Below are records; report how many of their lines contain the word "service", giving only the number.

#####

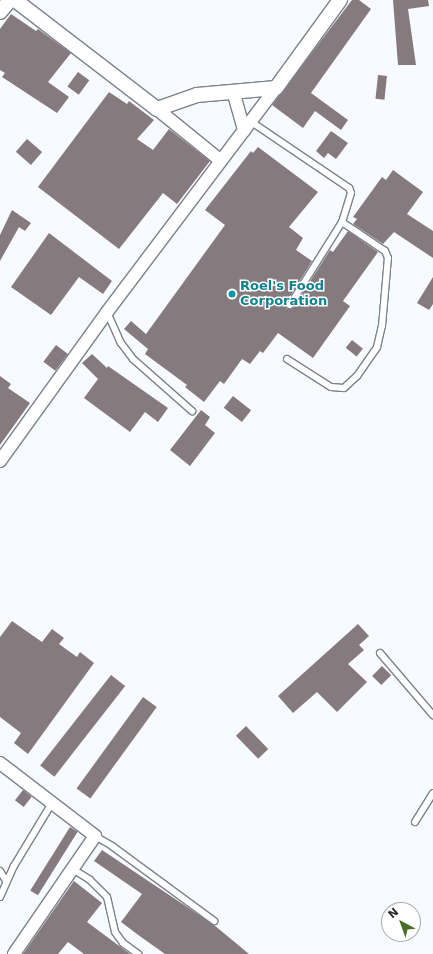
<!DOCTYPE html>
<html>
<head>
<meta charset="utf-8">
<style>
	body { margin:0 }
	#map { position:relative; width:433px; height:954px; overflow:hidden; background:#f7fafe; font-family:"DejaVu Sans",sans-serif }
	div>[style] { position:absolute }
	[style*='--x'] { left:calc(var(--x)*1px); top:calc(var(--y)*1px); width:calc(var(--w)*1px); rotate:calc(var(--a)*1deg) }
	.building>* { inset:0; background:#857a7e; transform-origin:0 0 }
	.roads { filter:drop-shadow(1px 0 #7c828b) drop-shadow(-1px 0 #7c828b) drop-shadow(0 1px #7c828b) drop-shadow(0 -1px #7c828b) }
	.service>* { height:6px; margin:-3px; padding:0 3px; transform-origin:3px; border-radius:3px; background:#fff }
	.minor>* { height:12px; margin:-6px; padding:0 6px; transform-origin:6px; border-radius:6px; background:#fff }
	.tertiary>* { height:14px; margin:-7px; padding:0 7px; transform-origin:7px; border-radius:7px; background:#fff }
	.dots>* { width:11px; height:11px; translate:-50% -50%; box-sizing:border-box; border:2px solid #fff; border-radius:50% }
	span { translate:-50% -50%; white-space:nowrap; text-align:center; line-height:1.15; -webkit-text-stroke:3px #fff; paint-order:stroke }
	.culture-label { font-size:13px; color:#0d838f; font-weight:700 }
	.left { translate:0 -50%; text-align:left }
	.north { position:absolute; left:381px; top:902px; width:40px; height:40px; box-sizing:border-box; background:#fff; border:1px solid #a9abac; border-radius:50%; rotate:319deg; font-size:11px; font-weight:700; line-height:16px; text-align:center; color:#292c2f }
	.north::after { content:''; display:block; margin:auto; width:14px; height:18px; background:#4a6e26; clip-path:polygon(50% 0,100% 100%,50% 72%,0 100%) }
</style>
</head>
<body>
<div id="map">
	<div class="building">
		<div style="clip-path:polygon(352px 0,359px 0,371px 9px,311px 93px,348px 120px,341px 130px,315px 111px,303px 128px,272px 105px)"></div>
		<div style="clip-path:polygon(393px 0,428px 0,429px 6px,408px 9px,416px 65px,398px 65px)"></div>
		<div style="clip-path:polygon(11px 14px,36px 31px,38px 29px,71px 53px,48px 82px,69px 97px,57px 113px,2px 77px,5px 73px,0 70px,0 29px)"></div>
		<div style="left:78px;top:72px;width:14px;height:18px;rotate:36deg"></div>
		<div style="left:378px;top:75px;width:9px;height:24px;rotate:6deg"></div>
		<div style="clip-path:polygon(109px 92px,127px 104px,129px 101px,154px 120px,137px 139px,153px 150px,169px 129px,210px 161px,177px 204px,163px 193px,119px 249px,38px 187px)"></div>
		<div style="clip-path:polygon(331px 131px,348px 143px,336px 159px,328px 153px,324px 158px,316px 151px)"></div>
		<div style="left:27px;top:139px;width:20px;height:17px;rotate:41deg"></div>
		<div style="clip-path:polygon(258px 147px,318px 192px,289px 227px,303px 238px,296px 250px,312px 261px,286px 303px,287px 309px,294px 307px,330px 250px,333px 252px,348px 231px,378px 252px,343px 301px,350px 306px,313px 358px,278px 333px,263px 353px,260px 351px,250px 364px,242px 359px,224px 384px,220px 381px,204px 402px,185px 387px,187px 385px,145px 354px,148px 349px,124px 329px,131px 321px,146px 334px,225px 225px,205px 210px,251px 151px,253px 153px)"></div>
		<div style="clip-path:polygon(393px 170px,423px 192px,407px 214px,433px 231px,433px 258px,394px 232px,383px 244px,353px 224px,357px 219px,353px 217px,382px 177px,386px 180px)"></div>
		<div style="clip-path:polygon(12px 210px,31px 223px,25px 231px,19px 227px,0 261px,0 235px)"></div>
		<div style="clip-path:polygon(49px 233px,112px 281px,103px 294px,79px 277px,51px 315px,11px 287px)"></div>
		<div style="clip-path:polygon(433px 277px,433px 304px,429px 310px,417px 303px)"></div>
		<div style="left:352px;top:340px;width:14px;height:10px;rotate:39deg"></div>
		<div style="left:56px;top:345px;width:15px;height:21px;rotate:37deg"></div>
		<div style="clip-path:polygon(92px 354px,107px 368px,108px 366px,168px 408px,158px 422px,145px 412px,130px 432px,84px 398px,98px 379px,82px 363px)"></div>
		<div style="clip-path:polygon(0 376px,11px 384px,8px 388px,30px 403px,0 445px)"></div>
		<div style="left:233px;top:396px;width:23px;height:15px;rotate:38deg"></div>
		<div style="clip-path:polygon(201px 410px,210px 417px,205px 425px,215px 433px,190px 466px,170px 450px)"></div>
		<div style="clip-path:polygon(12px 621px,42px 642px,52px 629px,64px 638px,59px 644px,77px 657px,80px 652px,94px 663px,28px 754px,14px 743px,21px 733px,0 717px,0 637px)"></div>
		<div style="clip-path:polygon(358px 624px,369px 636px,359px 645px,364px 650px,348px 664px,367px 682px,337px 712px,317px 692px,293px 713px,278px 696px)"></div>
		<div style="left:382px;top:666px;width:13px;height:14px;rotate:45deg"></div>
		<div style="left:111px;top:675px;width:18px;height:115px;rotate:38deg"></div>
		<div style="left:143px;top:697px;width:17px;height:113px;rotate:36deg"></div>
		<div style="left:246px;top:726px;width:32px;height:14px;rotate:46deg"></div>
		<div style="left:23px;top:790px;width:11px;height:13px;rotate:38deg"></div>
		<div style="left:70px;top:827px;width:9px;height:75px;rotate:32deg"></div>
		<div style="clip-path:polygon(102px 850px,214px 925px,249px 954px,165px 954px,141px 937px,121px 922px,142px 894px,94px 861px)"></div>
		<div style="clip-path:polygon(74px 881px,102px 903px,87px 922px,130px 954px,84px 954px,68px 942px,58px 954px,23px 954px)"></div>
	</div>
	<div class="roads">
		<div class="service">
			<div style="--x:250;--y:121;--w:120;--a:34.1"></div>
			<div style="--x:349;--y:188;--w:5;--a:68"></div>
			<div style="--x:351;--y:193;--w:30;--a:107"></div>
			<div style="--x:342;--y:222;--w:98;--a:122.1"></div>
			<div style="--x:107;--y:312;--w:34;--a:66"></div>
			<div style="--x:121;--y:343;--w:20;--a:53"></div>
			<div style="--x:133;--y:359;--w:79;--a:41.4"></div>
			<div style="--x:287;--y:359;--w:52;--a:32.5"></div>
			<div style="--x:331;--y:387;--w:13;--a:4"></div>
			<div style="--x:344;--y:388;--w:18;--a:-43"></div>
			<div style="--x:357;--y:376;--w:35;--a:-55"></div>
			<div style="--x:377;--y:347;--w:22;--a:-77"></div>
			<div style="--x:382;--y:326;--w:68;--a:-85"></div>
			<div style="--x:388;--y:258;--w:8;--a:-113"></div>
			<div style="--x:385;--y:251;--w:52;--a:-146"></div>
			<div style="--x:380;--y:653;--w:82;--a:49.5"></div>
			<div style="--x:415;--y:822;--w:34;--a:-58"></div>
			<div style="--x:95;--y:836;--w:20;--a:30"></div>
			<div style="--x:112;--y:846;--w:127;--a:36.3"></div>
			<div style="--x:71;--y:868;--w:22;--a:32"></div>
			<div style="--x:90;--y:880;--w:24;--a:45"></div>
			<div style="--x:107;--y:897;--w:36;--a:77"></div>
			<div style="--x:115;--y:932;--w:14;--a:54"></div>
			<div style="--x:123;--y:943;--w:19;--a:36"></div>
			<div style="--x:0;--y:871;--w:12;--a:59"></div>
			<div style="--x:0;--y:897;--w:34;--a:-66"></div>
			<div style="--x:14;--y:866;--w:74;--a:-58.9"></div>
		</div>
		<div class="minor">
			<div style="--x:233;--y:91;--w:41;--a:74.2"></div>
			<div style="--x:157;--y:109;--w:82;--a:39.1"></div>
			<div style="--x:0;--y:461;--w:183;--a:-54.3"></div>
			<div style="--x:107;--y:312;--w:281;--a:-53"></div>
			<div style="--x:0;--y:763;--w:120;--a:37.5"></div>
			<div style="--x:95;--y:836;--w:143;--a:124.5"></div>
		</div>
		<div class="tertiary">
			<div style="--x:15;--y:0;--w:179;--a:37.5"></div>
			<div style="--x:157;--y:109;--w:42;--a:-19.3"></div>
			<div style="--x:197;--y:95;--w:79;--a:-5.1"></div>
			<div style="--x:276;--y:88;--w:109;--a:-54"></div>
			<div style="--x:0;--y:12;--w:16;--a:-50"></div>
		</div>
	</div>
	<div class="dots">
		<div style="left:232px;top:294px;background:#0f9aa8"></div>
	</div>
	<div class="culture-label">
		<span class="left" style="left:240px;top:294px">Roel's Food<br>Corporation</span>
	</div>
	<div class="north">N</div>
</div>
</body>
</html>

#####

=== Written solution ===
2